Activity: Would you write out, word for word, each line of the records below from the top through the one holding "filter:drop-shadow(0 0 2px"?

** Opening Supplied records block **

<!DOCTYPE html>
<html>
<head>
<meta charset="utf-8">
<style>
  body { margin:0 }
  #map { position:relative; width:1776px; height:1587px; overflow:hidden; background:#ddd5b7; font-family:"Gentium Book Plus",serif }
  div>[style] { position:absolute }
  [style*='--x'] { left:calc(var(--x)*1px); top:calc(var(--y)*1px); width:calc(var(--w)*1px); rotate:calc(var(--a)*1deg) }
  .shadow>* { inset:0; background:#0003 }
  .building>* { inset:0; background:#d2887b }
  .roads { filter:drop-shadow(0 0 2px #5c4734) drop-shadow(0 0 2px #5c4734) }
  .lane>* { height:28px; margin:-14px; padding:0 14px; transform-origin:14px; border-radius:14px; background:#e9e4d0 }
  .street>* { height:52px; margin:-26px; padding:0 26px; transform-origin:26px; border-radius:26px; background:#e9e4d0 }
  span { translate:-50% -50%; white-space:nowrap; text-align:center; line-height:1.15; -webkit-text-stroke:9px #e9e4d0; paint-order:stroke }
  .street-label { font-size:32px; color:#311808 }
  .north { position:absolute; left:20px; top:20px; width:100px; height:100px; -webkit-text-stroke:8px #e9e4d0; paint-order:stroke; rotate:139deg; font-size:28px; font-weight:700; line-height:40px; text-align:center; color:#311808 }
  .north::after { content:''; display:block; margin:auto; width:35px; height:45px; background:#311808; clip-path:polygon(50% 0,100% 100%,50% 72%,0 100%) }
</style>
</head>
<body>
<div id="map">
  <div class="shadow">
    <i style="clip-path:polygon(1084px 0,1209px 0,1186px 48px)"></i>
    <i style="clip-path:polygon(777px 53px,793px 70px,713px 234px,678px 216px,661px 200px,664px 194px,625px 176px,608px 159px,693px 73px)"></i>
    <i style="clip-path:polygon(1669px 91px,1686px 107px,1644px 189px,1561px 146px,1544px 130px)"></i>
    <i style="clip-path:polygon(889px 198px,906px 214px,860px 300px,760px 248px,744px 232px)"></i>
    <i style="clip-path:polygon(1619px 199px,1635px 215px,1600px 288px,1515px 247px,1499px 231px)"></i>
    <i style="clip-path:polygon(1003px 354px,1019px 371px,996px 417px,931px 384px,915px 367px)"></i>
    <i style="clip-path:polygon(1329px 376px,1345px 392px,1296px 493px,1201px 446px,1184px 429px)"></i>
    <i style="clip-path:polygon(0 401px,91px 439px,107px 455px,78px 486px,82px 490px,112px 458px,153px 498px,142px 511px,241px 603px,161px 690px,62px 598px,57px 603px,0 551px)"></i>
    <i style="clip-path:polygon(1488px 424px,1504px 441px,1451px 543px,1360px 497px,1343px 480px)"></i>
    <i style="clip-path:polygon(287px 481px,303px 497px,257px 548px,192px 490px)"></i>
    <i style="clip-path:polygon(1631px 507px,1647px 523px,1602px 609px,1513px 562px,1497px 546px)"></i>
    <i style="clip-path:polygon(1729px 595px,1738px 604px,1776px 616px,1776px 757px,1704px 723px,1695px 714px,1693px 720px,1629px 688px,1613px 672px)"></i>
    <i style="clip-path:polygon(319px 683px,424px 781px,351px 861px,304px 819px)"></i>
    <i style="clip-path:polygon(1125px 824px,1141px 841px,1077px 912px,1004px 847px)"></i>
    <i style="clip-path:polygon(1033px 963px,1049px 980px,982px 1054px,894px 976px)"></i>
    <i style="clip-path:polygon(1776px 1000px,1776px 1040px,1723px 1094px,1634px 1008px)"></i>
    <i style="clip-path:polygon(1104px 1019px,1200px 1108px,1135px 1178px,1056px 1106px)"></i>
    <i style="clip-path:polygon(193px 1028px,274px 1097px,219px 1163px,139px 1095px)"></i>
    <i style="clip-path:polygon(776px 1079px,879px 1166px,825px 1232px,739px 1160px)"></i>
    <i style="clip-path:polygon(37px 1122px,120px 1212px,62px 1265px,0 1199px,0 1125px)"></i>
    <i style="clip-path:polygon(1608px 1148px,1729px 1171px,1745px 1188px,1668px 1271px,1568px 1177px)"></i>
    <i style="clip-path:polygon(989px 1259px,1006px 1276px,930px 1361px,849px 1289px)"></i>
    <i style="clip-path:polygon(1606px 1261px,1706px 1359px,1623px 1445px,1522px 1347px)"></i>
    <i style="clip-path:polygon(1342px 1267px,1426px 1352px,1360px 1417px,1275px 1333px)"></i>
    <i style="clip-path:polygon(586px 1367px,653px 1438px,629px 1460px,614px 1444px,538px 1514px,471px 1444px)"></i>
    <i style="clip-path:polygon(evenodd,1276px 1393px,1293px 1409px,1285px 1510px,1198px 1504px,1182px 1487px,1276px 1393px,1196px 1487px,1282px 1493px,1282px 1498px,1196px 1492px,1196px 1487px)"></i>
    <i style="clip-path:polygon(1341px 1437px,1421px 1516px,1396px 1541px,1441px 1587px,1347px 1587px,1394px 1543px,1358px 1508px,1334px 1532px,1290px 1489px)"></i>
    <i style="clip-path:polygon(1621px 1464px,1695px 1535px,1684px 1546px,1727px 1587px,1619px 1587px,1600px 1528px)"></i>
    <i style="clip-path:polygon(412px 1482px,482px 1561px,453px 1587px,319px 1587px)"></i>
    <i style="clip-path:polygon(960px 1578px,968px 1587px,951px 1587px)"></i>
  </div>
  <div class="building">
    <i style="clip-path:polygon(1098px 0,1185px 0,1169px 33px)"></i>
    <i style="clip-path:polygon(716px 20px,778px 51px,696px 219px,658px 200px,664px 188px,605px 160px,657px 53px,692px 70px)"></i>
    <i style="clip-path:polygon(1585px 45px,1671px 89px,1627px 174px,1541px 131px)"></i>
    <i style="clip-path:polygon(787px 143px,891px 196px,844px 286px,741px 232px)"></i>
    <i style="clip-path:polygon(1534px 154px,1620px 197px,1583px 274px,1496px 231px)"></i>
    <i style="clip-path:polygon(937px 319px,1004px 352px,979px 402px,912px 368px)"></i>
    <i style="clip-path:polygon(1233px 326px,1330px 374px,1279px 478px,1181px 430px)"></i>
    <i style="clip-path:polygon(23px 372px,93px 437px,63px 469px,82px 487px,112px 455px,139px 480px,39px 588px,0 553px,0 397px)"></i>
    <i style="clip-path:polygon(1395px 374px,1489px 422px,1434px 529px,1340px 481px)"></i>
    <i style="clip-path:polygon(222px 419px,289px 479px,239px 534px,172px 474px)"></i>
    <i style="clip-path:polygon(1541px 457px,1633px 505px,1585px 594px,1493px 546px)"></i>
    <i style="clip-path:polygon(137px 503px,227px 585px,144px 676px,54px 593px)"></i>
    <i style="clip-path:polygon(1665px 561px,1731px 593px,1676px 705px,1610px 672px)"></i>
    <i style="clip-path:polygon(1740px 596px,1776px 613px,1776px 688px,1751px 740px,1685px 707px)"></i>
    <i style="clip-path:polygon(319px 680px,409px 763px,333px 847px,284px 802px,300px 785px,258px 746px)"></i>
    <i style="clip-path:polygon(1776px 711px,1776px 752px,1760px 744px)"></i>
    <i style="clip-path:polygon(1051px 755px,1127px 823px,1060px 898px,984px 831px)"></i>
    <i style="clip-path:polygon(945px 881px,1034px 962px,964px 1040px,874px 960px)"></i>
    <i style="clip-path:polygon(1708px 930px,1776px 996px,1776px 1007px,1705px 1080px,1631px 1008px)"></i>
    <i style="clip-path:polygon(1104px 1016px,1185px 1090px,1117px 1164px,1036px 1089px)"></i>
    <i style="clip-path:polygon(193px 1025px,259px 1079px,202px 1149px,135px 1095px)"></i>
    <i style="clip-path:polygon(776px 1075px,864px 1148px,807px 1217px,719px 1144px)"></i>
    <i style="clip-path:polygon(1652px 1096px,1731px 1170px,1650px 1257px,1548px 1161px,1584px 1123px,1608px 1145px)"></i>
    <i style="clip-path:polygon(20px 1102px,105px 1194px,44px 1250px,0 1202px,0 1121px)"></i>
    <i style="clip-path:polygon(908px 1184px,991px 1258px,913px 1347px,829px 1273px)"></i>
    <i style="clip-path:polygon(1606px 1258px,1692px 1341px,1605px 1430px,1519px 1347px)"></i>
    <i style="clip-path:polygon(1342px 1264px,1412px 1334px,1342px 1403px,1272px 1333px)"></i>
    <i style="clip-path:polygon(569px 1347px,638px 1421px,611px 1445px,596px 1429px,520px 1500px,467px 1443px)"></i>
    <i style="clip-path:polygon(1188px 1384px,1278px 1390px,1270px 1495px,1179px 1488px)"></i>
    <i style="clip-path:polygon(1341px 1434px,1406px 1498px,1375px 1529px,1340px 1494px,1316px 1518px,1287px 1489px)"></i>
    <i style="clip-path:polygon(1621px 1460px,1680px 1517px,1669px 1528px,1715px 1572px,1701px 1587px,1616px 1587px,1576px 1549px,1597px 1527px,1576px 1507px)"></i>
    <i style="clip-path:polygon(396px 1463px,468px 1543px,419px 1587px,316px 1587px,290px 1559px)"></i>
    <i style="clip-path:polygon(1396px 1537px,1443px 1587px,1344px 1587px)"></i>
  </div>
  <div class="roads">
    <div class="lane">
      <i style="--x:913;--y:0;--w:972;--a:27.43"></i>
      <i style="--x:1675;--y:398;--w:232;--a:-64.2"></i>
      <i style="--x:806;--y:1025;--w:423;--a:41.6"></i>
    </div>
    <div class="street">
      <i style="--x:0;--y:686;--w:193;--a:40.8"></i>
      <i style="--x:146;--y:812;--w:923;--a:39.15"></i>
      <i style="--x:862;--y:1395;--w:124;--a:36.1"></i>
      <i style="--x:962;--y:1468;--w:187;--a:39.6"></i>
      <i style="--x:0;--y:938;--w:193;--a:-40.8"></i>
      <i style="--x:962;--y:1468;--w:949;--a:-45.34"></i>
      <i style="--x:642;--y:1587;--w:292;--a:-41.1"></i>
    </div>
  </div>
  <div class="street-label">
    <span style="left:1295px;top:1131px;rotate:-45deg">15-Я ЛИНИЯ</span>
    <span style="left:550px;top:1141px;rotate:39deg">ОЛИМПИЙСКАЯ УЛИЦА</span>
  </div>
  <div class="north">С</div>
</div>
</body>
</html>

** Closing Supplied records block **

Worked solution:
<!DOCTYPE html>
<html>
<head>
<meta charset="utf-8">
<style>
  body { margin:0 }
  #map { position:relative; width:1776px; height:1587px; overflow:hidden; background:#ddd5b7; font-family:"Gentium Book Plus",serif }
  div>[style] { position:absolute }
  [style*='--x'] { left:calc(var(--x)*1px); top:calc(var(--y)*1px); width:calc(var(--w)*1px); rotate:calc(var(--a)*1deg) }
  .shadow>* { inset:0; background:#0003 }
  .building>* { inset:0; background:#d2887b }
  .roads { filter:drop-shadow(0 0 2px #5c4734) drop-shadow(0 0 2px #5c4734) }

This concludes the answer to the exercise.